Material for this exercise →

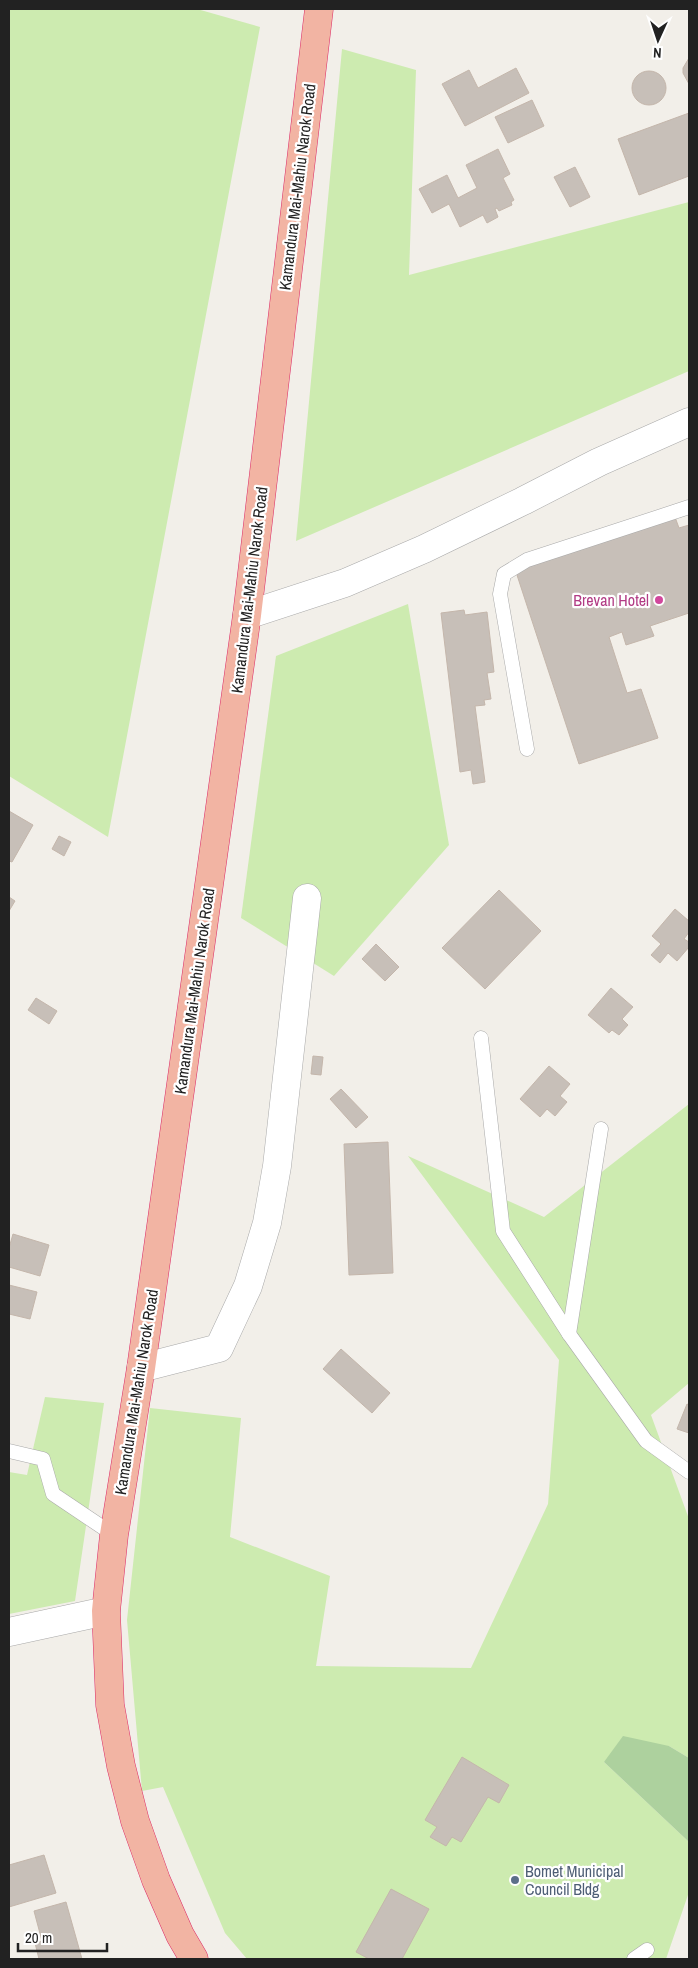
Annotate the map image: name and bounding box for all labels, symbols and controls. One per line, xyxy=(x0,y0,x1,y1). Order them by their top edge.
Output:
north arrow xyxy=(633,15,683,65)
text: N xyxy=(653,44,662,62)
street label: Kamandura Mai-Mahiu Narok Road xyxy=(273,83,321,291)
street label: Kamandura Mai-Mahiu Narok Road xyxy=(225,486,273,694)
place label: Brevan Hotel xyxy=(573,589,649,611)
marker: Brevan Hotel xyxy=(653,594,665,606)
street label: Kamandura Mai-Mahiu Narok Road xyxy=(169,887,219,1095)
street label: Kamandura Mai-Mahiu Narok Road xyxy=(109,1288,163,1496)
place label: Bomet Municipal Council Bldg xyxy=(525,1860,624,1900)
marker: Bomet Municipal Council Bldg xyxy=(509,1874,521,1886)
scale bar xyxy=(18,1920,106,1952)
text: 20 m xyxy=(25,1927,52,1948)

Task goal →
The answer is the full listing above, reproduced character for character, minus its images.

Reply to the exercise →
Annotate the map image: name and bounding box for all labels, symbols and controls. One per line, xyxy=(x0,y0,x1,y1). Order them by their top edge.
Output:
north arrow xyxy=(633,15,683,65)
text: N xyxy=(653,44,662,62)
street label: Kamandura Mai-Mahiu Narok Road xyxy=(273,83,321,291)
street label: Kamandura Mai-Mahiu Narok Road xyxy=(225,486,273,694)
place label: Brevan Hotel xyxy=(573,589,649,611)
marker: Brevan Hotel xyxy=(653,594,665,606)
street label: Kamandura Mai-Mahiu Narok Road xyxy=(169,887,219,1095)
street label: Kamandura Mai-Mahiu Narok Road xyxy=(109,1288,163,1496)
place label: Bomet Municipal Council Bldg xyxy=(525,1860,624,1900)
marker: Bomet Municipal Council Bldg xyxy=(509,1874,521,1886)
scale bar xyxy=(18,1920,106,1952)
text: 20 m xyxy=(25,1927,52,1948)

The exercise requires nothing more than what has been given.